This is how the Maltese tax refund system works:
- Corporation tax: Your company pays 35% on profit
- Distribution: As a shareholder, you receive a dividend
- Refund: You can reclaim 6/7 of the tax paid
- Net tax burden: 5% of the original profit
A concrete example with €100,000 profit:
Step | Calculation | Amount |
---|---|---|
1. Company profit | – | €100,000 |
2. Corporation tax (35%) | 100,000 × 0.35 | €35,000 |
3. Available profit | 100,000 – 35,000 | €65,000 |
4. Distribution | – | €65,000 |
5. Tax refund (6/7) | 35,000 × 6/7 | €30,000 |
6. Net tax burden | 35,000 – 30,000 | €5,000 (5%) |
When Does the 5% Tax Apply? The Conditions
The famous 5% doesn’t apply automatically. You must meet these conditions:
- Distribution required: The money must be paid as a dividend
- Shareholder residency: You must not be taxed in Malta
- Substantive activity: The company must actually do business in Malta
- Proper accounting: All Maltese standards must be met
- Timely applications: The refund must be requested
Germany vs. Malta: The Honest Tax Comparison
Let’s run some scenarios:
Scenario 1: Sole Proprietor with €80,000 Profit
Country/Structure | Taxes/Contributions | Net Income | Savings |
---|---|---|---|
Germany (sole proprietorship) | ~€30,000 | ~€50,000 | – |
Malta Ltd. + German residency | ~€4,000 (Malta) + capital gains tax | ~€62,000 | ~€12,000 |
Malta Ltd. + Dubai residency | ~€4,000 | ~€76,000 | ~€26,000 |
Scenario 2: GmbH Managing Director with €150,000 Profit
Country/Structure | Taxes/Contributions | Net Income | Savings |
---|---|---|---|
Germany (GmbH) | ~€75,000 | ~€75,000 | – |
Malta Ltd. + German residency | ~€7,500 + capital gains tax | ~€110,000 | ~€35,000 |
Malta Ltd. + Dubai residency | ~€7,500 | ~€142,500 | ~€67,500 |
The Hidden Costs of the Malta Structure
All the optimism aside: Malta also involves extra costs that reduce your savings:
- Annual administrative costs: €2,500-4,000
- Building substance: Office, staff, travel expenses
- Double accounting: Malta + home country
- Tax advice: Specialist consultants are more expensive
- Compliance effort: Reporting, applications, documentation
Malta Holding Structures: For Larger Assets
From a certain asset value, more complex structures are worthwhile. Malta offers attractive holding models:
The Malta Participation Exemption
Profits from participations are tax-free in Malta under certain conditions:
- Minimum holding: 5% or acquisition cost > €1,164,690
- Holding period: at least 183 days
- No tax on dividends and capital gains
EU Parent-Subsidiary Directive
Malta skillfully leverages EU directives:
- Tax-free dividends between EU companies
- No withholding tax on outgoing dividends
- Optimization of holding structures
Realistic Appraisal: Who Is Malta Worthwhile For?

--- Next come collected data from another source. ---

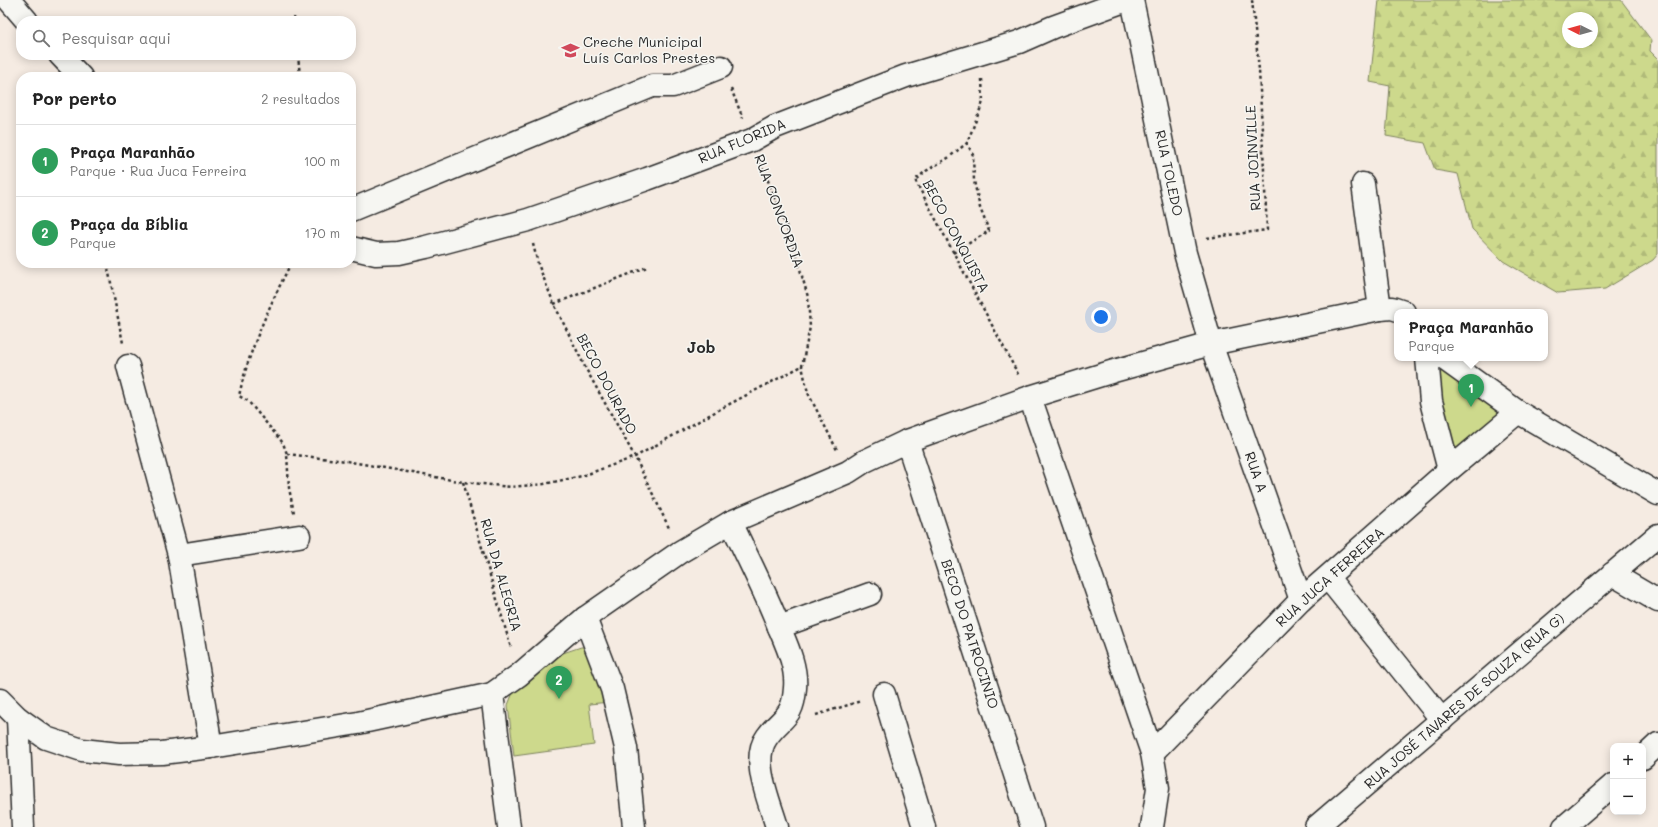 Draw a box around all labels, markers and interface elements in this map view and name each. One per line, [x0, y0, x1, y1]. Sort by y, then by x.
north arrow [1562, 12, 1598, 48]
search box [16, 16, 356, 60]
icon: search [30, 27, 52, 49]
text: Pesquisar aqui [62, 28, 171, 48]
place label: Creche Municipal Luís Carlos Prestes [583, 32, 715, 67]
school or university icon: Creche Municipal Luís Carlos Prestes [560, 40, 580, 60]
text: Por perto [32, 87, 116, 109]
text: 2 resultados [261, 90, 340, 107]
street label: RUA JOINVILLE [1240, 105, 1265, 211]
street label: RUA FLORIDA [695, 114, 788, 167]
street label: RUA TOLEDO [1151, 128, 1188, 218]
text: Praça Maranhão [70, 142, 195, 162]
street label: RUA CONCORDIA [750, 151, 809, 270]
text: 1 [42, 152, 48, 169]
text: 100 m [304, 152, 340, 169]
text: Parque · Rua Juca Ferreira [70, 162, 247, 179]
street label: BECO CONQUISTA [919, 176, 994, 296]
text: Praça da Bíblia [70, 214, 188, 234]
text: 2 [41, 224, 49, 241]
text: 170 m [304, 224, 340, 241]
text: Parque [70, 234, 116, 251]
your location [1091, 307, 1111, 327]
popup [1394, 309, 1548, 361]
text: Praça Maranhão [1409, 317, 1533, 337]
street label: BECO DOURADO [573, 330, 642, 438]
district label: Job [687, 337, 715, 357]
text: Parque [1409, 337, 1455, 354]
pin: 1 [1458, 374, 1484, 407]
street label: RUA A [1241, 449, 1272, 495]
street label: RUA DA ALEGRIA [476, 516, 527, 633]
street label: RUA JUCA FERREIRA [1271, 523, 1388, 631]
street label: BECO DO PATROCINIO [937, 557, 1004, 711]
street label: RUA JOSÉ TAVARES DE SOUZA (RUA G) [1360, 608, 1568, 793]
pin: 2 [546, 666, 572, 699]
map controls [1610, 743, 1646, 815]
button: + [1610, 743, 1646, 779]
button: − [1610, 779, 1646, 815]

After years of consulting, I can honestly say:
Malta is worthwhile from annual profits of €60,000–€80,000. Below that, the costs and effort often outweigh the tax savings.
Malta is especially interesting for:
- E-commerce entrepreneurs: EU-wide sales without obstacles
- Software developers: Digital services, minimal physical presence required
- Consultants/coaches: Remote services
- Investors/traders: Favorable capital gains tax treatment
- Holding shareholders: Efficient management of participations
Avoiding the Main Tax Pitfalls
To avoid expensive tax mistakes, observe these key points:
- Create substance: Malta requires real business activities
- Mind your residency: Your personal tax liability remains crucial
- CRS reporting: Malta reports to German authorities
- CFC rules: Problematic if resident in Germany
- Abuse of law: Purely tax-driven setups are risky
Malta offers genuine tax benefits—but only with professional planning and correct execution.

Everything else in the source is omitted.